One of the great strengths of this book is the way that Morgan adopts multiple viewpoints. We find Joseph Parry, narrating his version of events, only to be reframed and interrogated through the eyes of his ‘friend for life— most times’ brother-in-law Gomer Thomas, with what Morgan describes as an ‘American view’.
This dual perspective allows the reader an insight into the complex world of interpreting historical narratives that will so often differ in regards to who it is telling the story.
Morgan’s inclusion of Welsh language phrases and lyrics throughout the book, embeds a sense of Welsh heritage and motherland to the work, while also nodding to the combination of both ‘Welsh opera and English words blended with Welsh folk melodies’ in Joseph Parry’s Arianwen.
In part two’s critical reflective section of the book, Morgan explains:
‘For those to whom it is a mother tongue, Welsh is the language of intimacy. Toward the end of his days, my father was far more comfortable when those who cared for him spoke in Welsh. Joseph Parry would have spoken only Welsh to his father and English to his wife and colleagues’
In many ways grief plays a central role in Braids of Song and Morgan’s sensitive writing style allows the reader space for personal reflection. The inclusion of poetry and song lyrics strengthen the scope for emotive connection.
Grief is portrayed in terms of loss of person, with the death of Morgan’s own father being the catalyst to her writing. Yet grief as a companion to the act of migration through loss of homeland and former identity, is another core strand.

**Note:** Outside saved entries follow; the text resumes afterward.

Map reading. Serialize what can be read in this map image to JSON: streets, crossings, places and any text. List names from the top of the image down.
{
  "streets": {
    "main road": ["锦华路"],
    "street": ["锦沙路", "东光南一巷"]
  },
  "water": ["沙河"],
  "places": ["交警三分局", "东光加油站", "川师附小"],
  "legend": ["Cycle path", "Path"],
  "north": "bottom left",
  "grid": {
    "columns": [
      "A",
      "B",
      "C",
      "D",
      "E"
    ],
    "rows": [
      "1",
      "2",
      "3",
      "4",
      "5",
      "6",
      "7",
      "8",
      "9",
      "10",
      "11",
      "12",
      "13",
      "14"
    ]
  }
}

Morgan also contemplates collective grief through trauma, highlighting both America’s civil war, and the more recent devastation of September 11th 2001, that impacted her so personally. Here Morgan’s story speaks of the power of music to heal, restore and re-connect individuals and communities.

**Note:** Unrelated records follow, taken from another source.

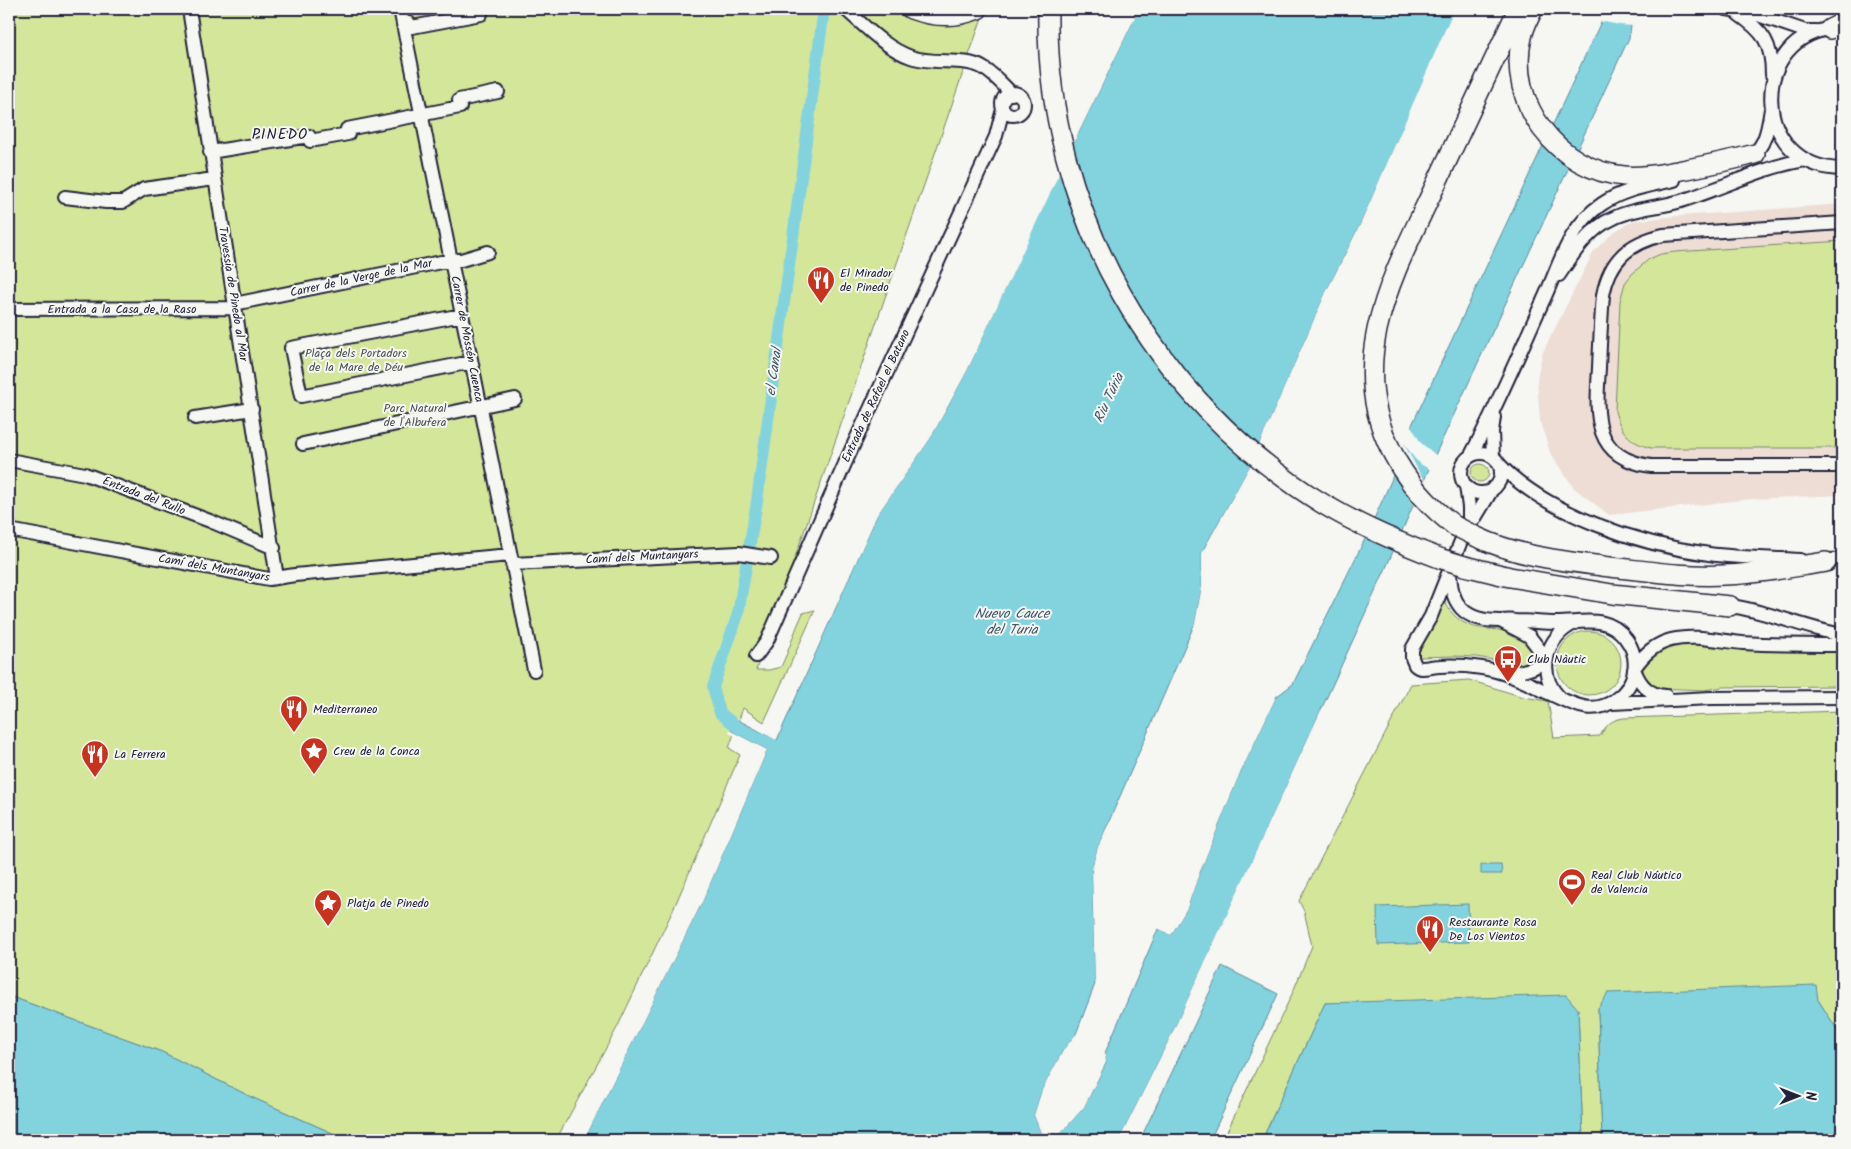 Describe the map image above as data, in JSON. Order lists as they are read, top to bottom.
{
  "streets": {
    "street": [
      "Carrer de la Verge de la Mar",
      "Travessia de Pinedo al Mar",
      "Entrada a la Casa de la Raso",
      "Carrer de Mossén Cuenca",
      "Entrada de Rafael el Batano",
      "Entrada del Rullo",
      "Camí dels Muntanyars"
    ]
  },
  "crossings": [
    ["Carrer de la Verge de la Mar", "Travessia de Pinedo al Mar"],
    ["Carrer de la Verge de la Mar", "Entrada a la Casa de la Raso"],
    ["Carrer de la Verge de la Mar", "Carrer de Mossén Cuenca"],
    ["Travessia de Pinedo al Mar", "Entrada a la Casa de la Raso"],
    ["Travessia de Pinedo al Mar", "Entrada del Rullo"],
    ["Travessia de Pinedo al Mar", "Camí dels Muntanyars"],
    ["Carrer de Mossén Cuenca", "Camí dels Muntanyars"]
  ],
  "districts": ["PINEDO"],
  "water": ["el Canal", "Riu Túria", "Nuevo Cauce del Turia"],
  "parks": ["Plaça dels Portadors de la Mare de Déu", "Parc Natural de l'Albufera"],
  "places": {
    "restaurant": [
      "El Mirador de Pinedo",
      "Mediterraneo",
      "La Ferrera",
      "Restaurante Rosa De Los Vientos"
    ],
    "bus stop": ["Club Nàutic"],
    "place": ["Creu de la Conca", "Platja de Pinedo"],
    "sports": ["Real Club Náutico de Valencia"]
  },
  "north": "right"
}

‘In the sharing of our national songs came support for the trauma of the emergency room nurse who had prepared to receive casualties that did not arrive, the teacher who had helped tell young children of the death of a parent, the worker who had walked home with the crowds through the dust and ash of Lower Manhattan, to New Jersey across the George Washington Bridge, and many more’.
It’s interesting to note that Morgan hadn’t originally intended to include her own story within the project. Yet it is Morgan’s personal story that serves as a backbone to the body of the work. She writes her life with clarity, vulnerability and depth, asking questions of herself, her craft, and her experiences.
She is the conductor of this literary ensemble, the heartbeat keeping time, while actively entwining the many strands of narrative into a symphonious collective, and as Morgan states: ‘the cae gwirionedd (the place of truth) lies in the exploration’.
Braids of Song is a beautifully observed, boldly creative, and skilfully compiled testament to the restorative, enriching and life affirming powers of music.